New York State can have fierce winter weather conditions. These weather conditions bring the need for extra protection on the road. Driving with all-season tires on your cars puts you at risk for getting stuck in the snow and losing control of your car while operating it during adverse weather conditions.
Putting winter tires on your car gives you increased protection when there is ice, snow, sleet, or low temperatures. These tires are often used instead of putting snow chains on tires. Before you purchase these specialty tires, learn about them so you will be well-informed when you shop.
Learn the anatomy of a tire. The parts of a tire include:
- Body plies
- Inner liner
- Steel belts
- Edge cover
- Bead Bundle
The body is a tire is comprised of layers of different fibers called plies. These plies run perpendicular to the tire’s tread. The number of plies describes a tire’s strength. The sidewall forms the outer side of a tire.
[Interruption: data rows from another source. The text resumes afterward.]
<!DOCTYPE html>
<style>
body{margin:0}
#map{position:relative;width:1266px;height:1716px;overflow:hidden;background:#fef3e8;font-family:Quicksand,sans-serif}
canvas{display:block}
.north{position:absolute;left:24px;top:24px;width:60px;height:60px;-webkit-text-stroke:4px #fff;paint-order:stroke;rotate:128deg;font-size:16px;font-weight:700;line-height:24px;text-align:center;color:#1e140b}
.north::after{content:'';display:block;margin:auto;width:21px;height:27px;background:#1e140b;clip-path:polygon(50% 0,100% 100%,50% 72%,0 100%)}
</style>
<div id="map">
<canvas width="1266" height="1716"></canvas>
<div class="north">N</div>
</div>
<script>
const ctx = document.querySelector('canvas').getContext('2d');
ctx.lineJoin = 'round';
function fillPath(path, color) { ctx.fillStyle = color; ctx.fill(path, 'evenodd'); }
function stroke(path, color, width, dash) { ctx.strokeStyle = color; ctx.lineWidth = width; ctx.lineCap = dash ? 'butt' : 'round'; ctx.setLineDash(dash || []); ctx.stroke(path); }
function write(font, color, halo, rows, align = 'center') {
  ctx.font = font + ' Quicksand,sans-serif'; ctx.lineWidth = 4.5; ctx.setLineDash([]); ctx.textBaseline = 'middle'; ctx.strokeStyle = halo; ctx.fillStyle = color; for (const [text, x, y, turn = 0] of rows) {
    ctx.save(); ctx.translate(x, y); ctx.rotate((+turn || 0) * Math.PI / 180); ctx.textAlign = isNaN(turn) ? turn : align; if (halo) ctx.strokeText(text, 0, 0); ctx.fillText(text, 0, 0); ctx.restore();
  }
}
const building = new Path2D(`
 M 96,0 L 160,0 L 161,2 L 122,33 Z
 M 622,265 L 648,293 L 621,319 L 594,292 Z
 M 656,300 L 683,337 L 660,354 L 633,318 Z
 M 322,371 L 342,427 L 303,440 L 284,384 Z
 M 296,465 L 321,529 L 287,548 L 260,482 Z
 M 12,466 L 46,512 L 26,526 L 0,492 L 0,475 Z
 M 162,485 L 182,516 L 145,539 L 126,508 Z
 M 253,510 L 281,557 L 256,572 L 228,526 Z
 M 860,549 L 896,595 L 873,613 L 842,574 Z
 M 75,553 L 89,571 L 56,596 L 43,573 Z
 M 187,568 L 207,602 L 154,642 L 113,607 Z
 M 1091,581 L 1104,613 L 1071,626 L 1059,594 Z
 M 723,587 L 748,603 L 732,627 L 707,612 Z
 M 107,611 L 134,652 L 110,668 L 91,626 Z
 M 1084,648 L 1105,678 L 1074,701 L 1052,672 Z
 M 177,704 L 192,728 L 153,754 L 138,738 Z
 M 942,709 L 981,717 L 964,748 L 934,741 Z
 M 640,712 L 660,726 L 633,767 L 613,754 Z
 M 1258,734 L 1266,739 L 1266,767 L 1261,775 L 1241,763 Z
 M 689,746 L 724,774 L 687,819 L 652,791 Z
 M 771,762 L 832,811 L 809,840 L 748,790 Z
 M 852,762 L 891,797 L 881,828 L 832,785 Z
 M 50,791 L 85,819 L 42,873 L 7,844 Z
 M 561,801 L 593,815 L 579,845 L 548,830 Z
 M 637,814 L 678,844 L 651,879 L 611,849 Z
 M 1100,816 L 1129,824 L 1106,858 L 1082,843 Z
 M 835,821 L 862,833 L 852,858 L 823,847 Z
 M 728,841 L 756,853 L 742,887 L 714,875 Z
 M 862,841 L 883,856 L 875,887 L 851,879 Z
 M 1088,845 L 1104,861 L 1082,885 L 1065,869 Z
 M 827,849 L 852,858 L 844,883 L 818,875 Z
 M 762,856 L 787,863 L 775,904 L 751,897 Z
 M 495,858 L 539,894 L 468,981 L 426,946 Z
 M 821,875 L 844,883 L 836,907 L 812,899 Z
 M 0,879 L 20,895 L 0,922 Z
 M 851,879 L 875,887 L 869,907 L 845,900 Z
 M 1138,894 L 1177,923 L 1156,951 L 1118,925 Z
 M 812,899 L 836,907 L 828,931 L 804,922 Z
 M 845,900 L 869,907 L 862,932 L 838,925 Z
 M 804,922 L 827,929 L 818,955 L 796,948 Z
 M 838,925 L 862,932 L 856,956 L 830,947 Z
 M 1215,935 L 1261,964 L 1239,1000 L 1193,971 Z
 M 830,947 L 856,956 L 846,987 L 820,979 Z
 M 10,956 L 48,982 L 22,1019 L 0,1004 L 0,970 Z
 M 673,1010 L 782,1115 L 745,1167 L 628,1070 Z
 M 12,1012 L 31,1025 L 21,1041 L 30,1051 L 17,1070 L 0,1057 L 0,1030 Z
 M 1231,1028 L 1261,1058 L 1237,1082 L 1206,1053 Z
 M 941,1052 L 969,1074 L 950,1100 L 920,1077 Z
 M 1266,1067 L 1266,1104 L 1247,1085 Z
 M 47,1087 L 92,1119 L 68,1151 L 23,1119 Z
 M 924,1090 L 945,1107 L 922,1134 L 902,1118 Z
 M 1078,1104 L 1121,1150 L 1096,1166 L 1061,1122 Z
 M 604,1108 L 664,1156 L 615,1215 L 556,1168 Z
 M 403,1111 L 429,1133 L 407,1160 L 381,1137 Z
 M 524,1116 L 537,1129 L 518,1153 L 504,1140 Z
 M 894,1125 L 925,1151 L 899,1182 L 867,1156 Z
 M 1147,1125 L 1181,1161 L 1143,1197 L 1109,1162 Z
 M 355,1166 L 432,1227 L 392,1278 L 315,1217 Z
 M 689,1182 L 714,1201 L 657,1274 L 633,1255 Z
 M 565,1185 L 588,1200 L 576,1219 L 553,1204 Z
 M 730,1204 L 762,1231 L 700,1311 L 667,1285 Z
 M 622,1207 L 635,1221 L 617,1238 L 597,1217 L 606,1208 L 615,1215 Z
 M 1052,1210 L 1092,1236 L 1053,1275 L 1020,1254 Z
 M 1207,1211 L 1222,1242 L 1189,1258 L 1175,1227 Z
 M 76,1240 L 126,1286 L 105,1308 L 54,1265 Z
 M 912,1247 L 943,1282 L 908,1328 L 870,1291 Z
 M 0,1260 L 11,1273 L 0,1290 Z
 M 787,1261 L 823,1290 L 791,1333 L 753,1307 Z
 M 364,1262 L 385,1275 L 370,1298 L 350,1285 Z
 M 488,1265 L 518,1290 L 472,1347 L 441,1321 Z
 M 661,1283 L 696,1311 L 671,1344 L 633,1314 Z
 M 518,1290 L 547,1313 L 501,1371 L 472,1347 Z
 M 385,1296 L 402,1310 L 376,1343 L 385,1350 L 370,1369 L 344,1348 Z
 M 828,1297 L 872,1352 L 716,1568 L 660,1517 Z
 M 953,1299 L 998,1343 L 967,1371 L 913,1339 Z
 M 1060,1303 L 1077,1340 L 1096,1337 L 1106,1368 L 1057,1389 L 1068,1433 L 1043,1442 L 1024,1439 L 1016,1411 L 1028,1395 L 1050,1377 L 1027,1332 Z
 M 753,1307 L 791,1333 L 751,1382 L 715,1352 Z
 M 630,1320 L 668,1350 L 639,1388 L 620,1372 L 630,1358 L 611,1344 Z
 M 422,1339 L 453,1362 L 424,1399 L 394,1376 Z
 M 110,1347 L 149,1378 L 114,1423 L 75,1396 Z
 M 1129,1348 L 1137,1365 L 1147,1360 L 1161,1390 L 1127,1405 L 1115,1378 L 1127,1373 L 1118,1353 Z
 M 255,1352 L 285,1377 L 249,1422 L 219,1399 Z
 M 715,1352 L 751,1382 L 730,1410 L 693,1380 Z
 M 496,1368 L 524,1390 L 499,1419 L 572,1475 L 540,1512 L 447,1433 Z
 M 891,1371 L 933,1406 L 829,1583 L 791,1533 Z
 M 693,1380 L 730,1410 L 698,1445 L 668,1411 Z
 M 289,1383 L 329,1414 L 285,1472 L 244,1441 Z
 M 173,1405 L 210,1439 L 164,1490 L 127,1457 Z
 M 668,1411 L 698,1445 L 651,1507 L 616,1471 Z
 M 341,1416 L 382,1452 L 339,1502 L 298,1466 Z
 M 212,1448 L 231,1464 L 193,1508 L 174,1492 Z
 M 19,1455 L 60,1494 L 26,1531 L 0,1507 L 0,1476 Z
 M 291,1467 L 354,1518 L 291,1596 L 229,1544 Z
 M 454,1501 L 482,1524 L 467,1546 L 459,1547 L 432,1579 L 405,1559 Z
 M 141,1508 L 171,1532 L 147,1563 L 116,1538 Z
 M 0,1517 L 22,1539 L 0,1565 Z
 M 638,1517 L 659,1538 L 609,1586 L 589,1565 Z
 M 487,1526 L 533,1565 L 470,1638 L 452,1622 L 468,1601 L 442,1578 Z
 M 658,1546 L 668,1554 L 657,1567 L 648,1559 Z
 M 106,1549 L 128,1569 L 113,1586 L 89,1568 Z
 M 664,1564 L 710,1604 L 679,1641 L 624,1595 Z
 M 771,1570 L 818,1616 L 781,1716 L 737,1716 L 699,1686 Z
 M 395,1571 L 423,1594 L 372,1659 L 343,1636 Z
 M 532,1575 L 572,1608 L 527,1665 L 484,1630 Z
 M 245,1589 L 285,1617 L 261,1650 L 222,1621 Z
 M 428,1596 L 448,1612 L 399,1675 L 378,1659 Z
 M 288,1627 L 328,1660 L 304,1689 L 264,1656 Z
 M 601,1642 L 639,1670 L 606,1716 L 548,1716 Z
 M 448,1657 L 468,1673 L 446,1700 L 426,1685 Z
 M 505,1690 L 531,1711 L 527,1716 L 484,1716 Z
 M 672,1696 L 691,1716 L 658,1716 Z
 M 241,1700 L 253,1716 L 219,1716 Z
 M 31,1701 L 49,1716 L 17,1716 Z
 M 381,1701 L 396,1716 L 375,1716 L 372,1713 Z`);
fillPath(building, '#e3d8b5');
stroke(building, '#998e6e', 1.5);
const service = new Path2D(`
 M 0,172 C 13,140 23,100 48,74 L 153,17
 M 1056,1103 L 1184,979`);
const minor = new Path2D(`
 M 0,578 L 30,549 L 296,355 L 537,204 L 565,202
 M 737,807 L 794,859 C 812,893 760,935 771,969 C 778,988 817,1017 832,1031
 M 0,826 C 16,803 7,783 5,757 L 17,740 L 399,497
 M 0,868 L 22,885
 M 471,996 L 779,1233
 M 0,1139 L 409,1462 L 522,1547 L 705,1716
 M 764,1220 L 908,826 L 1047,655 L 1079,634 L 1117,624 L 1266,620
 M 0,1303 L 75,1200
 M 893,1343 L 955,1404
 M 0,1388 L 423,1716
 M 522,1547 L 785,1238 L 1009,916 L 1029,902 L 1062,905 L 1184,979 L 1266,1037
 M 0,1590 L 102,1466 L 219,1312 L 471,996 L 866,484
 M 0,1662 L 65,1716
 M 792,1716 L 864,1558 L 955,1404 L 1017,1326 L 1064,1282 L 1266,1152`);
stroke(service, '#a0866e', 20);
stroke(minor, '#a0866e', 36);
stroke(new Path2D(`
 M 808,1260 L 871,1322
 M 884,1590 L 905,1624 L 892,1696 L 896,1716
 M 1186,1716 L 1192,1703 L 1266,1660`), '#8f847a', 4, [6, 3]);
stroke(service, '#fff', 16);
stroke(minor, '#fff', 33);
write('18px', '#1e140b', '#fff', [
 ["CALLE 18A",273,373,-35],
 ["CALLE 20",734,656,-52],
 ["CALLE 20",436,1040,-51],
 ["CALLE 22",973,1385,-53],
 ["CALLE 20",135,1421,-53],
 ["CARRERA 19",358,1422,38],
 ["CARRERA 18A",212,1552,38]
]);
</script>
It assist in keeping air in the tires and acts as a safety device for the plies. The components are put together using a tire machine that manufactures a tire according to its specifications.
When you are looking for winter tires, look for the letter and number combination. A tire with the combination P225/50R16 91S indicates the tires are mostly used for passenger tires, hence the letter “P”. The “225” is the millimeter measurement for the tire’s width wheel. The “50” is the tire’s section height.
Once you have garnered this information, learn about the benefits of snow tires. The tread is the rubber on the exterior part of a tire that makes contact with road surfaces. Grooves are cut into this rubber to allow water to pass through without causing the vehicle to hydroplane.
On snow tires, these grooves are deeper. The goal of all-season tires is to provide longevity while snow tires aim to provide extra protection on the road.